Rangeオブジェクト(セル)の機能を学ぶときに、
Rangeと聞いて今回のRangeプロパティが頭に浮かんでしまって、
訳が分からなくなる事態さえ回避できればOKです。



オブジェクトがなんとなくわかってきたから、
今回の話をちゃんと理解してみたい!という方は、
よろしければこちらの記事をどうぞ。

www.limecode.jp

さらに厳密には

さらに正確に書いておくと、今回の両プロパティは、「Worksheetオブジェクトのプロパティ」です。

上のすべての例では「ActiveSheet.」が省略されているだけで、
親はすべて「Worksheetオブジェクト」でした。


Rangeプロパティ、Cellsプロパティ共に、Worksheetオブジェクト以外のプロパティとして登場することもあり、その時は、上の例とは違う動きをします。

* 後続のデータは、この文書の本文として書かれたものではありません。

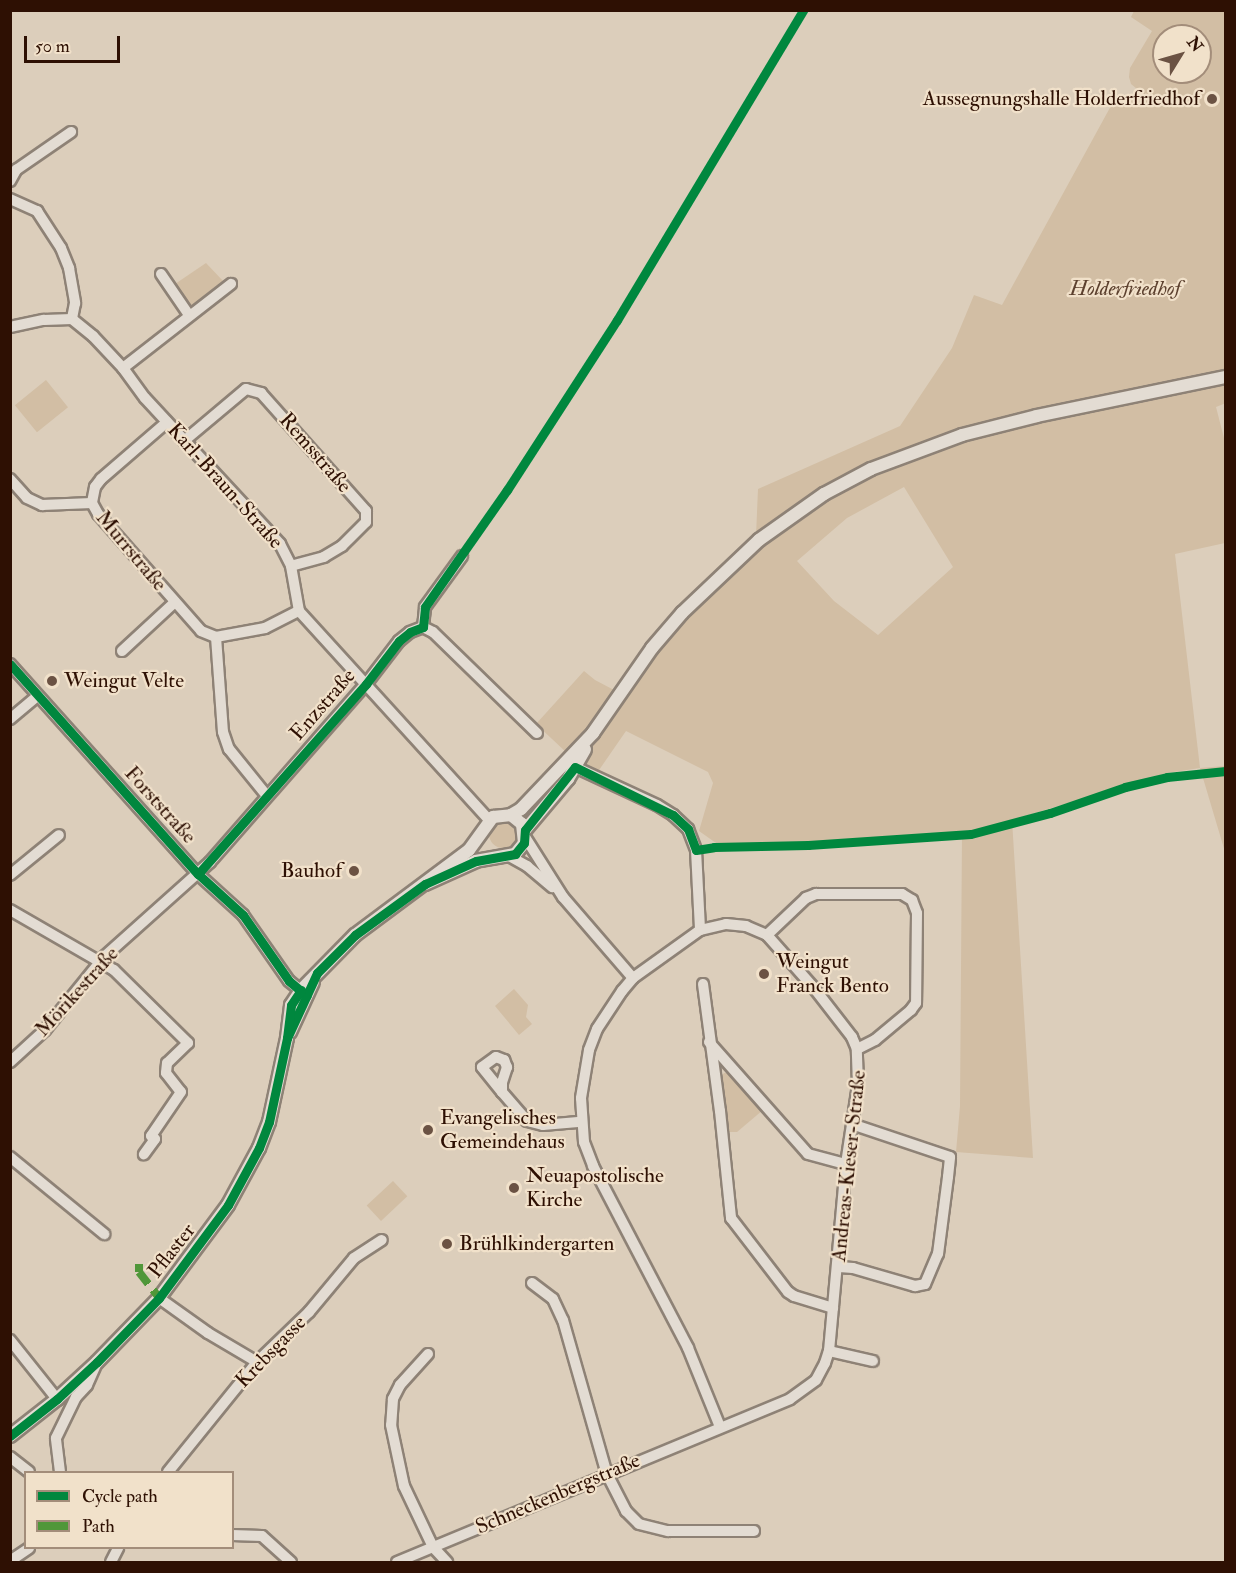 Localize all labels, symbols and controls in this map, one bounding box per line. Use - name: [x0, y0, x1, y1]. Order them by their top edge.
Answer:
- scale bar: [27, 24, 123, 62]
- north arrow: [1152, 24, 1212, 84]
- text: N: [1182, 33, 1207, 56]
- text: 50 m: [35, 35, 70, 58]
- place label: Aussegnungshalle Holderfriedhof: [923, 86, 1200, 112]
- marker: Aussegnungshalle Holderfriedhof: [1205, 92, 1219, 106]
- park label: Holderfriedhof: [1070, 276, 1180, 302]
- street label: Remsstraße: [273, 408, 357, 498]
- street label: Karl-Braun-Straße: [162, 418, 288, 554]
- street label: Murrstraße: [90, 506, 172, 596]
- street label: Enzstraße: [285, 664, 361, 746]
- place label: Weingut Velte: [64, 668, 184, 694]
- marker: Weingut Velte: [45, 674, 59, 688]
- street label: Forststraße: [119, 761, 201, 849]
- place label: Bauhof: [281, 858, 342, 884]
- marker: Bauhof: [347, 864, 361, 878]
- street label: Mörikestraße: [30, 942, 124, 1042]
- place label: Weingut Franck Bento: [776, 949, 889, 999]
- marker: Weingut Franck Bento: [757, 967, 771, 981]
- street label: Andreas-Kieser-Straße: [826, 1069, 872, 1263]
- place label: Evangelisches Gemeindehaus: [440, 1105, 565, 1155]
- marker: Evangelisches Gemeindehaus: [421, 1123, 435, 1137]
- place label: Neuapostolische Kirche: [526, 1163, 664, 1213]
- marker: Neuapostolische Kirche: [507, 1181, 521, 1195]
- street label: Pflaster: [143, 1219, 201, 1283]
- place label: Brühlkindergarten: [459, 1231, 614, 1257]
- marker: Brühlkindergarten: [440, 1237, 454, 1251]
- street label: Krebsgasse: [230, 1311, 312, 1393]
- street label: Schneckenbergstraße: [472, 1448, 644, 1540]
- legend: [24, 1471, 234, 1549]
- text: Cycle path: [82, 1485, 158, 1508]
- text: Path: [82, 1515, 115, 1538]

例えば両プロパティとも、Rangeオブジェクトのプロパティとしても存在し、

Range("B2").Range("B2")
Cells(2, 2).Cells(2, 2)

これはどちらも「C3」を指します。

RangeオブジェクトのRangeプロパティは、相対位置(親のRangeオブジェクトがA1だったとした時の場所)っぽいプロパティです。Offsetと似てますね。

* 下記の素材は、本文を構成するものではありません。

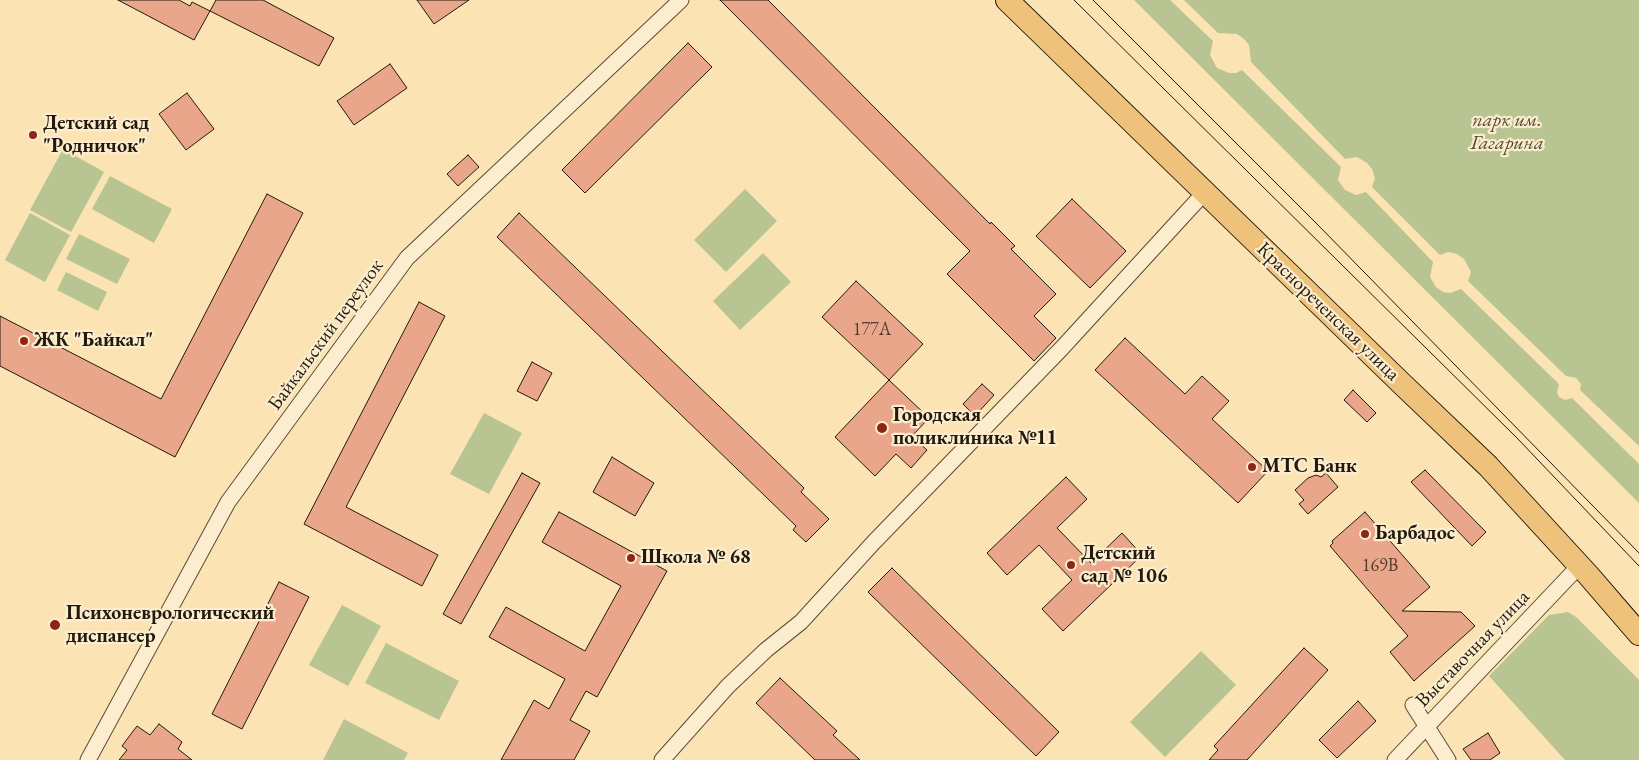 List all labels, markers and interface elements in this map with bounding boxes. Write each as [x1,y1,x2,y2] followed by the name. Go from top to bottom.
[1470,109,1544,156] park label: парк им. Гагарина
[43,112,149,159] place label: Детский сад "Родничок"
[27,129,39,141] marker: Детский сад "Родничок"
[1252,238,1404,386] street label: Краснореченская улица
[263,255,389,415] street label: Байкальский переулок
[853,319,891,341] house number: 177А
[34,329,153,353] place label: ЖК "Байкал"
[18,335,30,347] marker: ЖК "Байкал"
[893,404,1057,451] place label: Городская поликлиника №11
[875,421,889,435] marker: Городская поликлиника №11
[1262,455,1357,479] place label: МТС Банк
[1246,461,1258,473] marker: МТС Банк
[1375,522,1455,546] place label: Барбадос
[1359,528,1371,540] marker: Барбадос
[1081,542,1167,589] place label: Детский сад № 106
[641,546,751,570] place label: Школа № 68
[625,552,637,564] marker: Школа № 68
[1362,555,1398,577] house number: 169В
[1065,559,1077,571] marker: Детский сад № 106
[1411,585,1535,713] street label: Выставочная улица
[66,602,274,649] place label: Психоневрологический диспансер
[48,618,62,632] marker: Психоневрологический диспансер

RangeプロパティとCellsプロパティが2個ずつ出てきていますが、
前者はWorksheetオブジェクトの、後者はRangeオブジェクトのプロパティであるため、厳密には別物です。


他には、

Range("A1").ListObject.Range ' テーブルが設置されているセル範囲
ActiveSheet.AutoFilter.Range ' オートフィルターが設置されているセル範囲

など、「ある機能が設置されているセル範囲全体」を取得するプロパティにも、
Rangeと名付けられているものがありますね。



まあこんなこと、ぶっちゃけ実務では意識しなくてもいいんですけどね。

プロのプログラマがそれでお金をもらっているわけでもなければ、
とりあえず動いた時点で事務のマクロとしては満点だと思います。


ただ、この辺のオブジェクトの理解があると、

  • 何かが起こって原因を調べたいとき
  • 他のいろいろな機能を勉強するとき

に、事がスムーズに運びます。


VBAをがっつり勉強したい方は、「オブジェクト.プロパティ」という並びを意識して「.」を見るようにしてみてください。

なんとなく把握していた知識が、点が線になるきっかけになると思いますよ。

さらにさらに厳密には

Worksheets("Sheet2").Range("A1")
Range("Sheet2!A1")

これはどっちも「Sheet2」のA1セルを取得します。
ActiveSheetがSheet1だったとしても関係ないです。


ということで、「Rangeの親を省略時はActiveSheet.が~~」は厳密には嘘です。



これはどういうことかというと、


と、もうやめておきますね(笑)



Rangeオブジェクトは、VBAの主人公と見せかけて、たぶんラスボスです。

今日見かけたRangeは、最初の町から見えるけど、すぐにはいけない魔王城です。


VBAの最後のカギを手に入れたという自信がついたら、こんな「実務なんだから母国語でやれや」って投げやりなサイトでなく、英語で書かれた専門書を読んで勉強してください。

私は最後のカギを持っていませんのであしからず。